BENİ İYİ DİNLE MEDYA MAHALLESİNİN ÖZ DECCALİ! KÜTAHYALI, ÖZKÖK'E SERT CEVAP VERDİ!
Takvim gazetesi yazarı Rasim Ozan Kütahyalı, Hürriyet yazarı Özkök'e köşesinden hem polemiği sürdürecek hem de kızdıracak bir yanıt verdi.
"Elinde boya, ev ev dolaşıp, kapı işaretliyor. Sonra yaygaraya başlıyor. “Şunu da şunu da..." Hürriyet yazarı Ertuğrul Özkök, önceki gün kaleme aldığı köşe yazısında isim vermeden Rasim Ozan Kütahyalı’ya çakmıştı. "Ahmet Hakan’ın gözaltına alınacağını" iddia eden Kütahyalı için Özkök, "Medya mahallesinin gammaz çocuğu" yakıştırmasını yapmıştı. Kütahyalı'nın Özkök'e yanıtı gecikmedi.
İşte Kütahyalı’nın o yazısı....
AK Parti’nin yaklaşımı ve Öz-Deccal
Dün AK Parti’nin ikinci adamı ve resmi sözcüsü Hüseyin Çelik, muhteşem bir konuşma yaptı... Dinlerken ayakta alkışladım. Uludere faciasıyla ilgili de en doğru, vicdanlı ve isabetli sözleri yine AK Parti sözcüsü Çelik söylemişti. Diğer hükümet mensuplarının da konuşacaklarsa Çelik üslubunda konuşmaları çok yararlı olur bence. "AK Parti statükoyla uzlaştı" gibi lafları eden dostlarımızın da Çelik’in açıklama ve röportajlarına kulak kesilmeleri gerekir... Bu partinin resmi sözcüsü böyle konuşuyorsa bazı şeyleri yeniden düşünmek gerekir. AK Parti reformist kimliğinden vazgeçemez, vazgeçerse hem bu hükümet hem bu ülke infilak eder... Şimdi Çelik’in harika konuşmasından bazı bölümler aktarmak istiyorum.. "Şunu gördüğümde hayretler içerisinde kalıyorum, sanki darbecilik teröristlikten daha asil bir suçmuş gibi bir bakış açısı sergileniyor, darbecilik nedir?

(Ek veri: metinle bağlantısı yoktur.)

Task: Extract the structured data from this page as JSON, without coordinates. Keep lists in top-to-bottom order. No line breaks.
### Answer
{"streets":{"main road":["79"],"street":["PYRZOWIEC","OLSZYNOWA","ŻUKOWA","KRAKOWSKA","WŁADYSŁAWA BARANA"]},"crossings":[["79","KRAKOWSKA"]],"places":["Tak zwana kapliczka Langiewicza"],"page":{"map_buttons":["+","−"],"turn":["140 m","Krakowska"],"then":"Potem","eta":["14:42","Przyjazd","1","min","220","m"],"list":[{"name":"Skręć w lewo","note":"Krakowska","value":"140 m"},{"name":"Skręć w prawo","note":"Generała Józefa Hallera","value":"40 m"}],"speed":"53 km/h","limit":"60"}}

Toplumda dehşet oluşturmaktır terörizm, teröristler bunu silahlarıyla yaparlar, peki darbeciler ne yaparlar? Darbeciler de silah zoruyla gelir yönetime el koyarlar, halkın iradesini hiçe sayarlar ve bunu silah zoruyla yaparlar, bu silahlar halkın boğazından kesilmiş, vergilerle alınmış silahlardır ama gün gelir o silahlar halka doğrultulur, arada ki fark nedir Allah aşkına? İkisi de silahla yapılan şeylerdir...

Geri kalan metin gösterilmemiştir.